If you’re from overseas and keen to pursue your career in Australia then you’re going to need a high quality resume to cut through all the other applications to get shortlisted for an interview.

Getting a job in Australia is a competitive process, especially if you’re from overseas. Only candidates who prepare high quality resumes that target the job requirements get through to the next round.
Here are the top 5 resume mistakes I see from overseas applicants in Australia:

1. Avoid career objective statements in your resume in Australia.

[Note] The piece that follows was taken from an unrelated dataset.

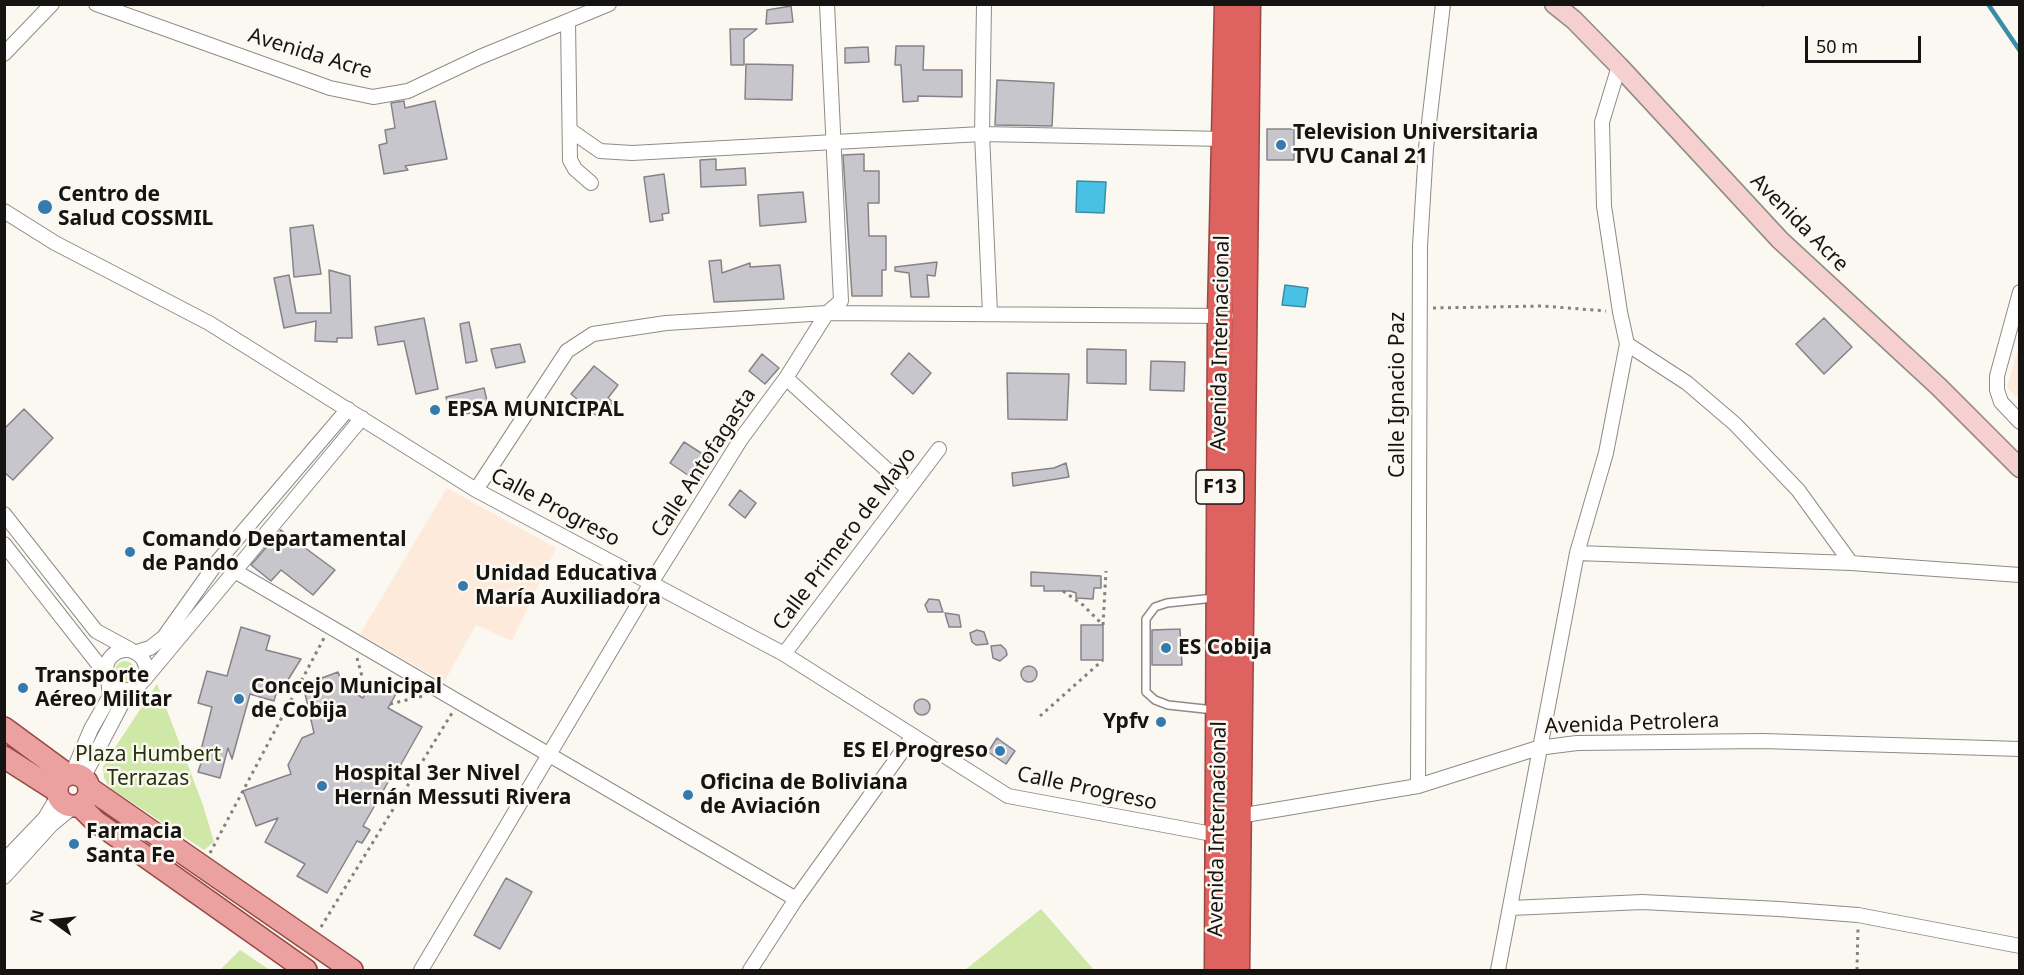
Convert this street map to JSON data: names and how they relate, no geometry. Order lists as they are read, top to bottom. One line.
{"streets":{"highway":["Avenida Internacional","F13"],"main road":["Avenida Acre"],"street":["Calle Ignacio Paz","Calle Antofagasta","Calle Progreso","Calle Primero de Mayo","Avenida Petrolera"]},"crossings":[["Avenida Internacional","Calle Progreso"],["Avenida Internacional","Avenida Petrolera"],["Calle Ignacio Paz","Avenida Petrolera"],["Calle Antofagasta","Calle Progreso"],["Calle Progreso","Calle Primero de Mayo"],["Calle Progreso","Avenida Petrolera"]],"parks":["Plaza Humbert Terrazas"],"places":["Television Universitaria TVU Canal 21","Centro de Salud COSSMIL","EPSA MUNICIPAL","Comando Departamental de Pando","Unidad Educativa María Auxiliadora","ES Cobija","Transporte Aéreo Militar","Concejo Municipal de Cobija","Ypfv","ES El Progreso","Hospital 3er Nivel Hernán Messuti Rivera","Oficina de Boliviana de Aviación","Farmacia Santa Fe"],"scale_bar":"50 m","north":"left"}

Career objective statements don’t tell the reader anything about your skills. Instead, they only state what you desire. For example, ‘I’m a qualified Accountant with excellent experience seeking to utilise my skills and work in a reputable Accounting firm in Australia.’

This type of generalisation doesn’t show the reader what skills and experience you can bring to the role.
Rather than telling the reader what you want, tell the reader what your greatest strengths and achievements are in relation to the role. Impress them by telling them what you’ve accomplished and convince them to keep reading the rest of your resume!

2. Does your resume in Australia sound like you’re from overseas?

Many recruiters and hiring managers want to hire people with local experience. This is going to be hard if you’ve worked overseas for most of your life.

Resumes written by overseas applicants have a ‘look and feel’ that immediately alerts the reader that this candidate is not from Australia, which can be a disadvantage.

The trick is to design your resume in a way that positions you equal to those with local experience. This isn’t easy to achieve.
I’ve mastered the art of customising resumes from overseas applicants to make them sound more ‘local’. It takes time and creativity! Contact me to learn how I can do this for you.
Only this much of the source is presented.